Cuando salí ya tenía un plan difuso. Compraría libros y diversos artículos deportivos.

Sobre todo, libros. También tendría que suscribirme a revistas especializadas, sociología, física. Seguramente se había progresado mucho en estos cien años. Ah, y además necesitaría ropa.

Pero de nuevo algo torció mis proyectos. En la esquina, sin dar crédito a mis ojos, vi un automóvil. Un automóvil auténtico. Quizá no igual que los que recordaba: la carrocería estaba modelada en ángulos agudos. Pero era un verdadero automóvil, con neumáticos, puertas, volante, y detrás había otros modelos, tras un enorme escaparate en el que se leía en grandes letras ANTIGÜEDADES. Entré. El propietario — o vendedor — era un ser humano. «Lástima», pensé.
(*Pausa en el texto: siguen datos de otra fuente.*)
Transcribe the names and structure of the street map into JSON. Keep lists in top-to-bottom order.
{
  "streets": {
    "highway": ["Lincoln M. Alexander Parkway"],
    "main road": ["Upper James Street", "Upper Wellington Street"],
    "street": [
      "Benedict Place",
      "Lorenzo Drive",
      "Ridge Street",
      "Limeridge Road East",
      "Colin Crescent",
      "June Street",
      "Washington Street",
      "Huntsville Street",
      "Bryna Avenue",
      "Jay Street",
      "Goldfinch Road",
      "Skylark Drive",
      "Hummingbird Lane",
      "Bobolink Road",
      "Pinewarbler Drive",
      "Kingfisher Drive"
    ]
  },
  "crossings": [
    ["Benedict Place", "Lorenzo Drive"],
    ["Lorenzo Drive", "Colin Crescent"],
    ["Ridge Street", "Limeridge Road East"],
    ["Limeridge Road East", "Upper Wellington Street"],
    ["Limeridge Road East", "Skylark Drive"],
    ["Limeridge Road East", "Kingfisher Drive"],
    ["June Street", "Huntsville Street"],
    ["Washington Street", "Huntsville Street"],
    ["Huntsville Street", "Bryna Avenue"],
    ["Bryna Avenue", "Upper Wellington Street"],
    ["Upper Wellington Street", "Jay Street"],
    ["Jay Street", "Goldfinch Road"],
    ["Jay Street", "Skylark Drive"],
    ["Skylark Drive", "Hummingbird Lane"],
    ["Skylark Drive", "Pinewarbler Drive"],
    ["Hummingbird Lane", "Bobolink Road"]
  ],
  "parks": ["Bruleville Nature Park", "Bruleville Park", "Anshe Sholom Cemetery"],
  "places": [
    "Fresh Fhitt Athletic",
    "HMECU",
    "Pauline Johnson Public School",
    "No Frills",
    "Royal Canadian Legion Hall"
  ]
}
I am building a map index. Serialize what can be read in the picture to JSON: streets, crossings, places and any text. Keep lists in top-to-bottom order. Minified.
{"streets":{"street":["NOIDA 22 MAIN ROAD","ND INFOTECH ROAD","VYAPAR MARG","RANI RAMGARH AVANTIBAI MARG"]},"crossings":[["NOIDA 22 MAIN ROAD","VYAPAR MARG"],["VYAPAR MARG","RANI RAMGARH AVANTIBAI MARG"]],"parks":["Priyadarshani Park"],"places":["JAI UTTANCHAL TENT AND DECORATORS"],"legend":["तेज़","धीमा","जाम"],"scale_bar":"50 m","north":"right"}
— ¿Puedo comprar un coche?

— Claro. ¿Cuál le gustaría?

— ¿Cuánto cuestan?

— Entre cuatrocientos y ochocientos iten.

«Un precio respetable — pensé —. Pero, bueno, por las antigüedades hay que pagar.» — ¿Y funcionan?

— Naturalmente No se pueden conducir por todas partes, ya que hay prohibiciones locales, pero en general es posible.